Govt to go hard on price madness 

Source: Govt to go hard on price madness | The Sunday Mail April 7, 2019

Govt to go hard on price madness

Dumisani Nsingo

GOVERNMENT will not hesitate to take punitive measures against unscrupulous businesses with a penchant for effecting unjustified price increases on basic commodities to cause public suffering, a Cabinet Minister has warned.

Speaking to The Sunday Mail, Industry and Commerce Minister Nqobizitha Mangaliso Ndlovu said Government felt betrayed by some businesses driven by greed.

This comes in the wake of an upsurge in prices of basic commodities in the recent weeks.

Said Minister Ndlovu; “We have tried our best in avoiding interfering in the pricing system but we are realising that they (businesses) are not helping Government’s efforts in trying to revive this economy.

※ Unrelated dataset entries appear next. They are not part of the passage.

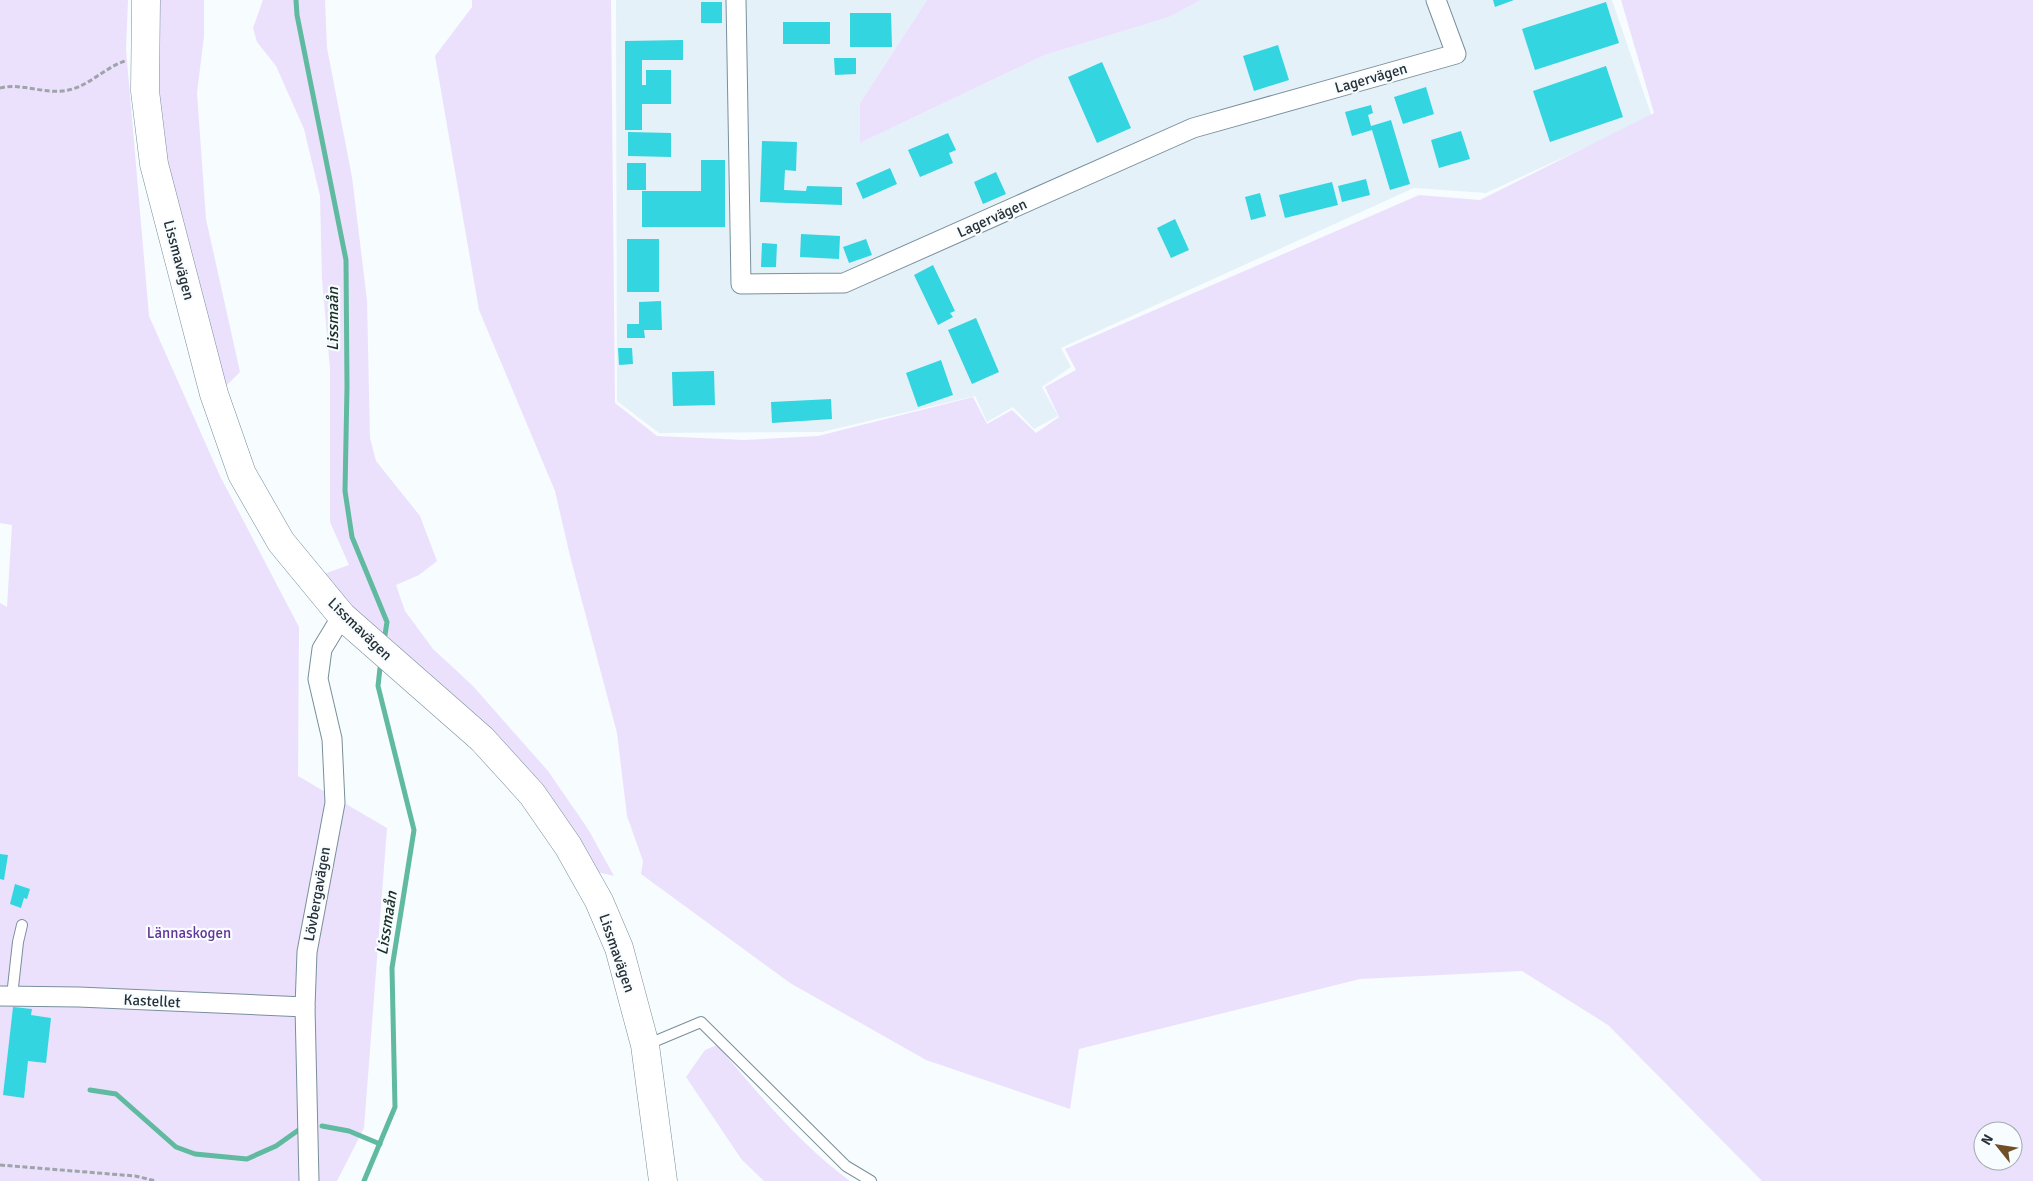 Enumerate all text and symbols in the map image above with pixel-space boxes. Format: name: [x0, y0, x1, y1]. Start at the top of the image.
street label: Lagervägen: [1333, 59, 1409, 97]
street label: Lagervägen: [954, 195, 1030, 241]
street label: Lissmavägen: [160, 218, 198, 302]
water label: Lissmaån: [323, 286, 343, 351]
street label: Lissmavägen: [324, 594, 396, 664]
street label: Lövbergavägen: [300, 845, 334, 943]
water label: Lissmaån: [372, 889, 402, 956]
street label: Lissmavägen: [595, 911, 639, 995]
park label: Lännaskogen: [147, 924, 231, 942]
street label: Kastellet: [123, 991, 181, 1011]
north arrow: [1973, 1121, 2023, 1171]
text: N: [1977, 1131, 1997, 1148]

“All we do is to create an environment for them (to operate), but I believe the same is not passed onto the consumer because the consumer is the hardest hit.

“Government has done a lot, through subsidies to the business community and the expectation being that they will keep their prices within reasonable limits, but what’s happening (price hikes) doesn’t make sense.”

Minister Ndlovu said it was folly for businesses to link price increases to the exchange rate as prices should only be determined by inflation trends.

“Prices should not really be a reflection of the exchange rate. This is not a foreign exchange market we are talking about,” he said.

“We are talking about our economy and we are busy subjecting our people to abuse on this basis… We have a mentality of pricing our products on what we believe will be the rate when one is importing.

“I asked (business) people why they were increasing prices, they told me about black market rates while people are selling 100 percent local products, so I don’t know if at all they are affected.”

Confederation of Zimbabwe Retailers (CZR) president Mr Denford Mutashu confirmed the significant rise of basic commodities and household appliances prices.

He, however, said part of the increase in prices was necessitated by manufacturers who also increased the prices of their products.

“Manufacturers increased the prices of their goods for example sugar went up by their own admission by 120 percent over a short period of time,” said Mr Mutashu.

“There is a feeling among us, the players involved in the consensus building, that they were not involved or that they were not consulted before the price shot up and yet sugar is a basic product used by domestic households while at the same time as a raw material by industry, it has ripple effects on downstream prices…,” said Mr Mutashu.